1. You may work in groups of maximum 2 students.
2. The assignment must be delivered in ipynb format.
3. The assignment must be typed. Handwritten assignments are not accepted.

**Due date**: 26.10.2025 23:59

In this assignment, you will:
- Build a vector search index over a blog corpus using sentence embeddings
- Implement dense retrieval (cosine similarity)
- Use the vector index as the foundation for a simple Retrieval-Augmented Generation (RAG) chat system with evaluation on three queries



---
## Dataset

You will use the blog files, provided in the folder: 
- `blogs-sample` (in the same directory as this notebook)

Use only the blog files provided in the folder below. Each file contains multiple `<post>` elements. Treat **each `<post>` as a separate document**.
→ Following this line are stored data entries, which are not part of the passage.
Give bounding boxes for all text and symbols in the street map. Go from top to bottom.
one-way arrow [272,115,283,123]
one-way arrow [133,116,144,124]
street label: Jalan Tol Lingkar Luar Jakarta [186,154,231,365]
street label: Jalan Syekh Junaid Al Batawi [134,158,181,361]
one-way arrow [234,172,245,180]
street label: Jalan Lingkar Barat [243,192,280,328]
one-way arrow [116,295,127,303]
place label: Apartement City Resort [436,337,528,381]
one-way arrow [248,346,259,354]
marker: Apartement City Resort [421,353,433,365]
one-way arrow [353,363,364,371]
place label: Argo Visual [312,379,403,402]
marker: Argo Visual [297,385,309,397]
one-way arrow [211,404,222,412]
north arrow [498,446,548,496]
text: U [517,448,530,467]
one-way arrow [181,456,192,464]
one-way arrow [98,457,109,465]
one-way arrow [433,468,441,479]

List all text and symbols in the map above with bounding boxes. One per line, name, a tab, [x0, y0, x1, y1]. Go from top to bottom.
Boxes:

**The code to parse files is not provided. Implement the loading yourself in 4.1.**



## 4.1 – Load and parse blog documents

Load all XML files from `blogs-sample`, extract the text of each `<post>`, and store one string per document. Keep the raw text per post as the document text.

You may experience some trouble parsing all lines in the files, but this is okay.



In [13]:
from pathlib import Path
from bs4 import BeautifulSoup

folder = Path("blogs-sample").resolve()
assert folder.is_dir(), f"Folder not found: {folder}"

documents = {}
files = [p for p in folder.rglob("*.xml")]
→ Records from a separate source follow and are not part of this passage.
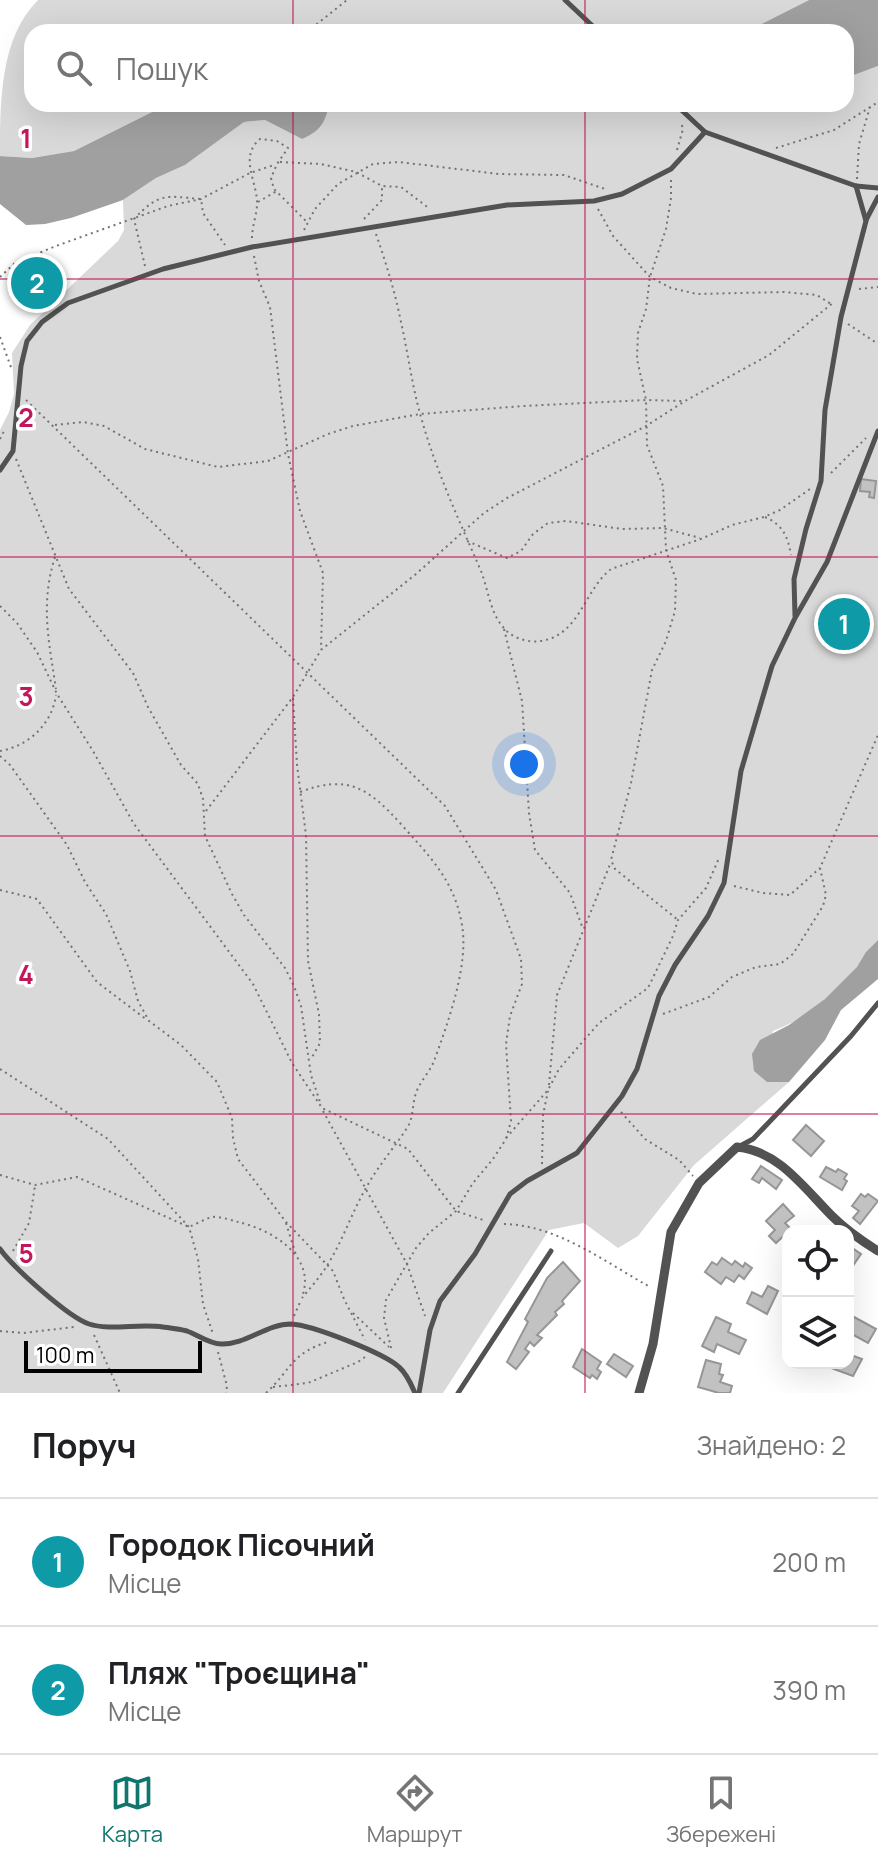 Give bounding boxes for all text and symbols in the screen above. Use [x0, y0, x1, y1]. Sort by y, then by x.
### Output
search box [24, 24, 854, 112]
icon: search [52, 46, 96, 90]
text: Пошук [116, 48, 208, 89]
text: 1 [20, 120, 32, 156]
pin: 2 [11, 253, 63, 313]
text: 2 [18, 399, 34, 435]
pin: 1 [818, 594, 870, 654]
text: 3 [18, 678, 34, 714]
your location [504, 744, 544, 784]
text: 4 [18, 956, 34, 992]
map controls [782, 1225, 854, 1369]
button: locate [782, 1225, 854, 1297]
text: 5 [18, 1235, 34, 1271]
button: layers [782, 1297, 854, 1369]
scale bar [24, 1337, 202, 1373]
text: 100 m [36, 1340, 94, 1370]
text: Поруч [32, 1422, 136, 1468]
text: Знайдено: 2 [697, 1427, 846, 1463]
text: Городок Пісочний [108, 1524, 375, 1565]
text: 1 [52, 1544, 64, 1580]
text: 200 m [772, 1544, 846, 1580]
text: Місце [108, 1565, 182, 1601]
text: Пляж "Троєщина" [108, 1652, 370, 1693]
text: 2 [50, 1672, 66, 1708]
text: 390 m [772, 1672, 846, 1708]
text: Місце [108, 1693, 182, 1729]
tab: Карта [102, 1771, 163, 1849]
tab: Маршрут [367, 1771, 462, 1849]
tab: Збережені [666, 1771, 776, 1849]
print(f"Found {len(files)} XML files under {folder}")

for f in files:
    data = f.read_bytes()
    soup = BeautifulSoup(data, "xml")

    # strip namespace prefixes like ns:post -> post
    for t in soup.find_all(True):
        if ":" in t.name:
            t.name = t.name.split(":", 1)[1]

    # posts directly anywhere under Blog/date/post/date/post...
    posts = soup.find_all("post")
    print(f"{f.name}: {len(posts)} <post> tags")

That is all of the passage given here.